Intellectually, I know that just because I am afraid that I might be stupid does not mean that I am stupid. However this is a feeling, so rationalizing it is not the way to deal with it; and denying it, or suppressing it is a form of self abandonment, so uncomfortable or not, I need to sit with this feeling; this fear of having a below average IQ. So, for now, I’m not going to talk myself out of this feeling, I’m going to sit with it, and see what it has to teach me.
Feeling stupid is like being left behind. It is like being the only one who doesn’t get the joke. When I want to say something, I have to think carefully about the words before I say them, and even when I say them, they sound really pedestrian and nonsensical. I stumble on my words and get confused easily. I feel like I’m thinking through a fog, or as if my neurons are misfiring or firing at a really low frequency rate. When I read academic papers on the brain, I have to read sections over and over again, and then I have to ask someone else, usually my husband, whether or not I really understand what the section discussed. Usually when I do that, it turns out I do understand what I’ve read, but I can’t trust the other person because I feel like they’re humoring me.

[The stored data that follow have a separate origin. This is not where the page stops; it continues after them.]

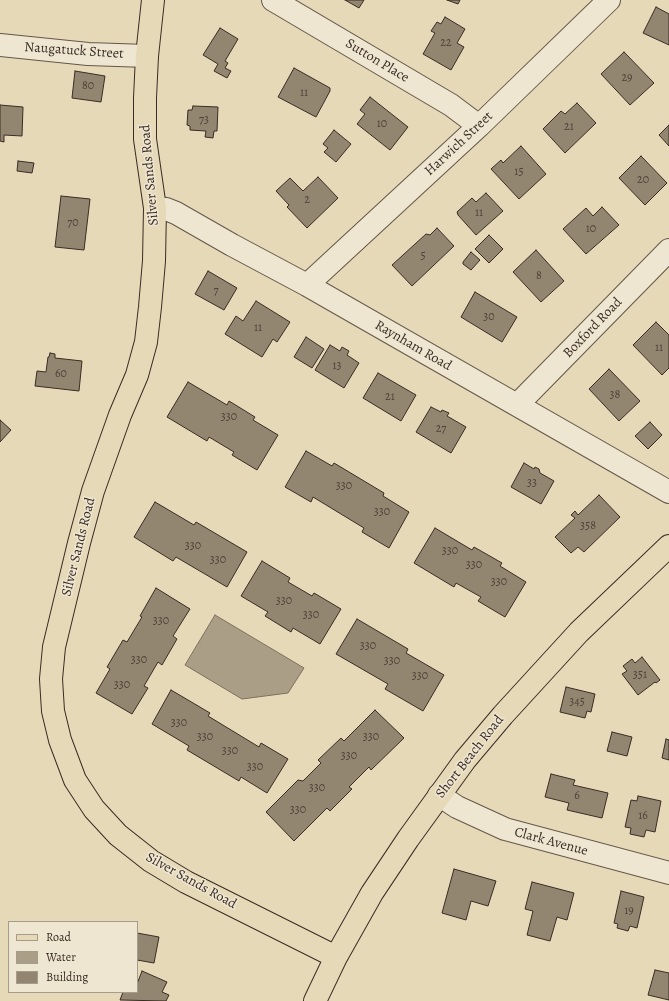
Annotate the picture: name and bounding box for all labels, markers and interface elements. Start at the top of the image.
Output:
street label: Sutton Place [342,35,412,87]
house number: 22 [440,36,452,50]
street label: Naugatuck Street [24,39,124,63]
house number: 29 [621,71,633,85]
house number: 80 [82,79,94,93]
house number: 11 [300,86,308,100]
street label: Harwich Street [422,108,496,180]
house number: 73 [199,113,209,127]
house number: 10 [377,117,387,131]
house number: 21 [564,120,574,134]
street label: Silver Sands Road [137,124,163,226]
house number: 15 [514,165,524,179]
house number: 20 [637,173,649,187]
house number: 2 [304,193,310,207]
house number: 11 [475,206,483,220]
house number: 70 [67,216,79,230]
house number: 10 [586,222,596,236]
house number: 5 [420,249,426,263]
house number: 8 [536,269,542,283]
house number: 7 [213,284,219,298]
street label: Boxford Road [560,294,626,362]
house number: 30 [483,310,495,324]
street label: Raynham Road [372,317,454,375]
house number: 11 [254,321,262,335]
house number: 11 [655,341,663,355]
house number: 13 [332,359,342,373]
house number: 60 [55,367,67,381]
house number: 38 [610,388,620,402]
house number: 21 [385,390,395,404]
house number: 330 [221,410,237,424]
house number: 27 [436,422,446,436]
house number: 33 [527,476,537,490]
house number: 330 [336,479,352,493]
street label: Silver Sands Road [59,496,99,598]
house number: 330 [374,505,390,519]
house number: 358 [580,519,596,533]
house number: 330 [185,539,201,553]
house number: 330 [442,544,458,558]
house number: 330 [210,553,226,567]
house number: 330 [466,558,482,572]
house number: 330 [491,575,507,589]
house number: 330 [276,594,292,608]
house number: 330 [303,608,319,622]
house number: 330 [153,614,169,628]
house number: 330 [360,639,376,653]
house number: 330 [131,653,147,667]
house number: 330 [384,654,400,668]
house number: 351 [633,668,647,682]
house number: 330 [412,669,428,683]
house number: 330 [114,678,130,692]
house number: 345 [569,695,585,709]
street label: Short Beach Road [432,712,508,802]
house number: 330 [171,716,187,730]
house number: 330 [197,730,213,744]
house number: 330 [363,730,379,744]
house number: 330 [222,744,238,758]
house number: 330 [341,749,357,763]
house number: 330 [247,760,263,774]
house number: 330 [309,781,325,795]
house number: 6 [574,789,580,803]
house number: 330 [290,803,306,817]
house number: 16 [638,809,648,823]
street label: Clark Avenue [512,824,590,860]
street label: Silver Sands Road [143,849,239,913]
house number: 19 [624,904,634,918]
legend [8,921,138,993]
text: Road [46,929,71,945]
text: Water [46,949,76,965]
text: Building [46,969,88,985]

I am terrified to get into a an intellectual conversation with my colleagues for fear I might say something really ignorant or stupid thereby revealing the truth about my intelligence or lack there of. So I feel small and insignificant. I also feel like an imposter, constantly on guard for fear my secret will be revealed. Because of this fear, I avoid situations where my intelligence might be judged, and I avoid taking risks. Part of the reason I have been in Japan so long is because I do not feel competitive in my field in the United States and Canada. I did not want to face the truth about the fact that I just don’t cut it in the upper echelons of academia.
Now, I am committed to following my dream and that might take me back to the ivory towers of academia, and I am terrified.